* _Try it_: How many lines in the entries below contain the word "label"? Answer with the number and nothing else.

* _Listed records_:
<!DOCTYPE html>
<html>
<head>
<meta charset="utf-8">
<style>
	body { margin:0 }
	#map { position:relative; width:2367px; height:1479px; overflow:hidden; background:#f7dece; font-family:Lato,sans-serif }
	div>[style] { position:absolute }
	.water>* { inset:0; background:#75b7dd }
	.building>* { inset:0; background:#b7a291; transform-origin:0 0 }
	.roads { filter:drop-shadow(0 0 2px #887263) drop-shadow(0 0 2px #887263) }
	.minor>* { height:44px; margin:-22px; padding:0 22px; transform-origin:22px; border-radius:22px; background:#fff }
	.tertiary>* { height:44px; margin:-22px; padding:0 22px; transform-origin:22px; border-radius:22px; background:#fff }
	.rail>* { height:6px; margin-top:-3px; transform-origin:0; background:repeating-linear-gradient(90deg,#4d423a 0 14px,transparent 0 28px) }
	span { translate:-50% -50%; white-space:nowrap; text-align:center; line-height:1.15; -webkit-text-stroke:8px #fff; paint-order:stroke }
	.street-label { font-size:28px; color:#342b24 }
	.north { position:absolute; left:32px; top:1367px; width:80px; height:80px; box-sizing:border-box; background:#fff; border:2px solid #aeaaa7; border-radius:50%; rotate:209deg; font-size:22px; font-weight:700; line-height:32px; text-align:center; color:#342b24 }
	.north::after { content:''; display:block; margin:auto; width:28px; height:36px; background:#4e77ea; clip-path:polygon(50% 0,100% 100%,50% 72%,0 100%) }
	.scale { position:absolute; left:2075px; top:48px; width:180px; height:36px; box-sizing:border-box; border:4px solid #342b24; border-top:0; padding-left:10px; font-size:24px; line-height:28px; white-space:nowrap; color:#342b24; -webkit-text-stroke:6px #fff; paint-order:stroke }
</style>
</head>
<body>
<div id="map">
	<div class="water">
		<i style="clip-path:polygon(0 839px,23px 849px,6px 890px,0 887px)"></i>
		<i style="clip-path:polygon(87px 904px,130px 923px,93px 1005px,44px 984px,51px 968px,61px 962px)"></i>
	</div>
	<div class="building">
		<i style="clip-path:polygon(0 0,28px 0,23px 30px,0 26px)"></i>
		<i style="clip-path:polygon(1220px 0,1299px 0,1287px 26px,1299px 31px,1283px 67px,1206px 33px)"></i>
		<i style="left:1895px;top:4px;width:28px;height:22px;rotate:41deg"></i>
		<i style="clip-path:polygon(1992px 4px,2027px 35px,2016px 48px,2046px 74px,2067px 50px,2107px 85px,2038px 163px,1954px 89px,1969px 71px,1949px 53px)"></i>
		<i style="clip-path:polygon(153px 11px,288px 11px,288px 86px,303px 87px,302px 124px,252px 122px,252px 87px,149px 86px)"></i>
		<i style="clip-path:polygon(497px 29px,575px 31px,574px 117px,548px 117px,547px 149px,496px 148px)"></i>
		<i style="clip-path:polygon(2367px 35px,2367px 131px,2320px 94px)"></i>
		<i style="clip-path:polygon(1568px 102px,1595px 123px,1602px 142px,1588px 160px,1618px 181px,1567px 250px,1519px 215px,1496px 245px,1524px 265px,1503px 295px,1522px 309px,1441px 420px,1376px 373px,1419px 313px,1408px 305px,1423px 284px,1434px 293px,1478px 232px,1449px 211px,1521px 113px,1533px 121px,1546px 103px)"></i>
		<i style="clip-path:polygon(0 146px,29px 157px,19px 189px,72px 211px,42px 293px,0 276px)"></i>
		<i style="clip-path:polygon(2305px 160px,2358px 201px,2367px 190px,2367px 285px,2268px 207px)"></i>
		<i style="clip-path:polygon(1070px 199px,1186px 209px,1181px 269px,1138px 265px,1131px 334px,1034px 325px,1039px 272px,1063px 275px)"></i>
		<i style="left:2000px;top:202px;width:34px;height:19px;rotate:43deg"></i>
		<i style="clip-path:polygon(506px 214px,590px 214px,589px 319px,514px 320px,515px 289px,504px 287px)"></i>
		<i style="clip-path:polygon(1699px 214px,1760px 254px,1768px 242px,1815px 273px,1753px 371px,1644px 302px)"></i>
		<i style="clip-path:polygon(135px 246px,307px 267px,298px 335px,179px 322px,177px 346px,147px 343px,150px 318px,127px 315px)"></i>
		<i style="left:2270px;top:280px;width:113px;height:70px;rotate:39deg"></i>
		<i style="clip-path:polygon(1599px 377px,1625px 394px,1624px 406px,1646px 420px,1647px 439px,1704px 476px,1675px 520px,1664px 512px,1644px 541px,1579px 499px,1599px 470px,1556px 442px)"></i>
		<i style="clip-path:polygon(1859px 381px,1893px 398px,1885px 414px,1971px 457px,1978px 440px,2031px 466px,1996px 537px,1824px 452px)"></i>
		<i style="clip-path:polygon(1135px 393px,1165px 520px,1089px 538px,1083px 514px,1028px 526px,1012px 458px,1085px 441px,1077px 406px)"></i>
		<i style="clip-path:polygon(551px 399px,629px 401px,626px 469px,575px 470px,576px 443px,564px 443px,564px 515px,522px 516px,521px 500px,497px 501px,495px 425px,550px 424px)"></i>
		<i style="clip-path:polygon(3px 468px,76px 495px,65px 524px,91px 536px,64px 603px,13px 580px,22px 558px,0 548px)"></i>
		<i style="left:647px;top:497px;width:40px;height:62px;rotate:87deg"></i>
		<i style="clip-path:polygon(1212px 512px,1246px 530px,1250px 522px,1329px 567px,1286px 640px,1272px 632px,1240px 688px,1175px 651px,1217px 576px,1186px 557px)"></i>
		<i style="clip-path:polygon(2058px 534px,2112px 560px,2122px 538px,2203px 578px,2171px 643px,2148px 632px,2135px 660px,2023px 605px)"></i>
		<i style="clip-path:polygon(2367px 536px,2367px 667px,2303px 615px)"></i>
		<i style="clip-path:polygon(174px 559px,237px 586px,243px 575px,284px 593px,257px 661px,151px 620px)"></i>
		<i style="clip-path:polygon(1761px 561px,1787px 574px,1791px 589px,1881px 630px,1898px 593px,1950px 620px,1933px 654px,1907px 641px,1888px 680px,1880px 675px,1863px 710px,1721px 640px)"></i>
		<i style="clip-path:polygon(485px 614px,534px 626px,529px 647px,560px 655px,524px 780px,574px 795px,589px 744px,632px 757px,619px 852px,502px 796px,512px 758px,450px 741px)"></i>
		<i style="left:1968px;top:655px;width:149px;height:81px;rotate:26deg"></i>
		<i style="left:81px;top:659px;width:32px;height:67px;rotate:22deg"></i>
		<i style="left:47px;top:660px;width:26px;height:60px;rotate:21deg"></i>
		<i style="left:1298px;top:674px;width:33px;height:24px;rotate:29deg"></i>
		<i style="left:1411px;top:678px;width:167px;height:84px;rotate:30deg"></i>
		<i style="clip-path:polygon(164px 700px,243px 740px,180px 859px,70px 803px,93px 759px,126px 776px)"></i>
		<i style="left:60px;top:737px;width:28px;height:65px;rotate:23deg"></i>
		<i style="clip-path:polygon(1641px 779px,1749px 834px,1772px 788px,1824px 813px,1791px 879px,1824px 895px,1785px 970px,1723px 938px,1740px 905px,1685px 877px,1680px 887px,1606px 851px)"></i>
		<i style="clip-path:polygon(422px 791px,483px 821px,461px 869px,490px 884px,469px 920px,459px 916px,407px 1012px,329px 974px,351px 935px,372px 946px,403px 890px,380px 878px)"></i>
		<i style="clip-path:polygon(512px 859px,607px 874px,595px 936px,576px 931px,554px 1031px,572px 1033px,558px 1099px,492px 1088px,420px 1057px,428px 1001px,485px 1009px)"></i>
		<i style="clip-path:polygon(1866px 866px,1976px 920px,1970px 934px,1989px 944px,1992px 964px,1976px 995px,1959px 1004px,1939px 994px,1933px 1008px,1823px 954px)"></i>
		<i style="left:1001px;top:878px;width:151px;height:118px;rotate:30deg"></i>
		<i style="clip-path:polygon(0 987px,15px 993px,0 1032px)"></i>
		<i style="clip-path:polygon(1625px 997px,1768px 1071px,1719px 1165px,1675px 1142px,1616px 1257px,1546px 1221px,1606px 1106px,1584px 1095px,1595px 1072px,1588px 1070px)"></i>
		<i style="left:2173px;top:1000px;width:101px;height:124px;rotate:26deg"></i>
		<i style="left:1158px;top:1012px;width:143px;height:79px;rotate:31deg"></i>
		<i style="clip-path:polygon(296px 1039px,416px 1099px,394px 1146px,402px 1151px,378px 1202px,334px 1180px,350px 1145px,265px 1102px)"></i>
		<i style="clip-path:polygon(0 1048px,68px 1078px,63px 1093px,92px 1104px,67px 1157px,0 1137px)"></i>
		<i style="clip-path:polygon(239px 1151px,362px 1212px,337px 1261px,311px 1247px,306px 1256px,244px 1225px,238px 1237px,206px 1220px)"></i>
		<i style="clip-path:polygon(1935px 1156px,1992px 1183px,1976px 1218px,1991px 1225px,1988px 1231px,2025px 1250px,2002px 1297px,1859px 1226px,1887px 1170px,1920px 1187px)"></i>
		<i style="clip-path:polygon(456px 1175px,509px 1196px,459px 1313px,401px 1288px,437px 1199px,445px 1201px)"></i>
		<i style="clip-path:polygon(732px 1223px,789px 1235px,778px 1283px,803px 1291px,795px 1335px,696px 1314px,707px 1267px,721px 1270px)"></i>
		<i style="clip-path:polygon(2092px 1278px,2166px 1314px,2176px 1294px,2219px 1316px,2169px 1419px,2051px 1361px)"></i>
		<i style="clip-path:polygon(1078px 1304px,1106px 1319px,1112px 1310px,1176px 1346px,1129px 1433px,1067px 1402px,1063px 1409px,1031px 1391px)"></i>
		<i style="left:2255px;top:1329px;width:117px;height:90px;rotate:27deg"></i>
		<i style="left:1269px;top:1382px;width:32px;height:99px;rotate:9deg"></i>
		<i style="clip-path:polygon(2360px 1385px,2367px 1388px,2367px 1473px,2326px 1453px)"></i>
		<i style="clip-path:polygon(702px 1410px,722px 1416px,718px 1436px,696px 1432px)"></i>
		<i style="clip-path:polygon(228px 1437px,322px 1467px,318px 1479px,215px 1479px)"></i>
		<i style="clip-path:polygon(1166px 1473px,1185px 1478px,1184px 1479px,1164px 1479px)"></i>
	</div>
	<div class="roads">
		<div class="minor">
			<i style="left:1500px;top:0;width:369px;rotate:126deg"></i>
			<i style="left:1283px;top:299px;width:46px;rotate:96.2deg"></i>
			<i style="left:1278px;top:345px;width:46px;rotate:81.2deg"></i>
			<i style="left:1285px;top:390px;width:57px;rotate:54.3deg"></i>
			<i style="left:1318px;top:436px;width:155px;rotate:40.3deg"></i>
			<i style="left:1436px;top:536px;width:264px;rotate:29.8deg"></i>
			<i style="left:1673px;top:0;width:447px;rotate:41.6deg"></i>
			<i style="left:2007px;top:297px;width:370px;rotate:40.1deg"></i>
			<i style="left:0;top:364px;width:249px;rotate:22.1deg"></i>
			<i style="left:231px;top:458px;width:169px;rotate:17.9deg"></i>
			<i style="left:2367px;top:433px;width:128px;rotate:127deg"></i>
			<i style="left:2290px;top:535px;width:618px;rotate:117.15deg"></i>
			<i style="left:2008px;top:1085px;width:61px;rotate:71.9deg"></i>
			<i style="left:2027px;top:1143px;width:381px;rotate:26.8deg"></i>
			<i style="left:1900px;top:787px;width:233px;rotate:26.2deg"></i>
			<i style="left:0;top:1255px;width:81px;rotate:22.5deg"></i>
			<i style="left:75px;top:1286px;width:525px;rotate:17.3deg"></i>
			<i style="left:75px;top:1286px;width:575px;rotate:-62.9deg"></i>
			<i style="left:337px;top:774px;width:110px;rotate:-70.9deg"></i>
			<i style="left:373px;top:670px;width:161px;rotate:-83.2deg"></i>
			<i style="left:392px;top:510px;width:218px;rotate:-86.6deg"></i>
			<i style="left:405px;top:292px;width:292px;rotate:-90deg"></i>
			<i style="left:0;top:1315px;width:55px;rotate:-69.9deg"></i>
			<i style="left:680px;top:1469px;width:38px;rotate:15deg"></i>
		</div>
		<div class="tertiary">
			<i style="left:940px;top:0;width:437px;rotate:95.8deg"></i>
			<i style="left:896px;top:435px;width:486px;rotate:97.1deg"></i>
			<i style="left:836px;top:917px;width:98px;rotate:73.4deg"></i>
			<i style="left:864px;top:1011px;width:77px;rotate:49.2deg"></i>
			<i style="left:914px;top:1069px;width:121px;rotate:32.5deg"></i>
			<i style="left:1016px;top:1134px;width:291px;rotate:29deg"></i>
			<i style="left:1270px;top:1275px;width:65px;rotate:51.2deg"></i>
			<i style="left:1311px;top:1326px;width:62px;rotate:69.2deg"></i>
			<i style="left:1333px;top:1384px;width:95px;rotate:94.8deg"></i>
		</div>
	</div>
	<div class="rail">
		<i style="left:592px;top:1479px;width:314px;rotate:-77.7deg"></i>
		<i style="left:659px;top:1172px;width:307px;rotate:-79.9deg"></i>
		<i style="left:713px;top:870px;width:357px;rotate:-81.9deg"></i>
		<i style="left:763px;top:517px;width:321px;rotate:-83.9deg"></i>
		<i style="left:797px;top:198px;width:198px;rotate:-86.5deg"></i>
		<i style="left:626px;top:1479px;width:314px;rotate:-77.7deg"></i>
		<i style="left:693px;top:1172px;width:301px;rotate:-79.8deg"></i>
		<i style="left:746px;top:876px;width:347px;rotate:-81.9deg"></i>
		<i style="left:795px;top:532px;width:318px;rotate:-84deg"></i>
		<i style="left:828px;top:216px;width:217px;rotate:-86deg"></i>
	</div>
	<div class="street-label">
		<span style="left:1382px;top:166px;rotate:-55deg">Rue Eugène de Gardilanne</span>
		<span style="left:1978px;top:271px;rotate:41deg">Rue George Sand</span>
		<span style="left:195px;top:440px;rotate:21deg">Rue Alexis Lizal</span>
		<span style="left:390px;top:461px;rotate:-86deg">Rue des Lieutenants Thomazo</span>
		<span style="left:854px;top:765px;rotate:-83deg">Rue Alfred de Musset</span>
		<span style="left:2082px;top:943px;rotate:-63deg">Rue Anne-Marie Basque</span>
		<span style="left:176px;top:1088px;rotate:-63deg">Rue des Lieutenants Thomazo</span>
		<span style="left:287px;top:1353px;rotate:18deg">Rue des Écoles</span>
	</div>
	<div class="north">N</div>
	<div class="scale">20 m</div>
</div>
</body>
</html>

* _Response to this exercise_: 2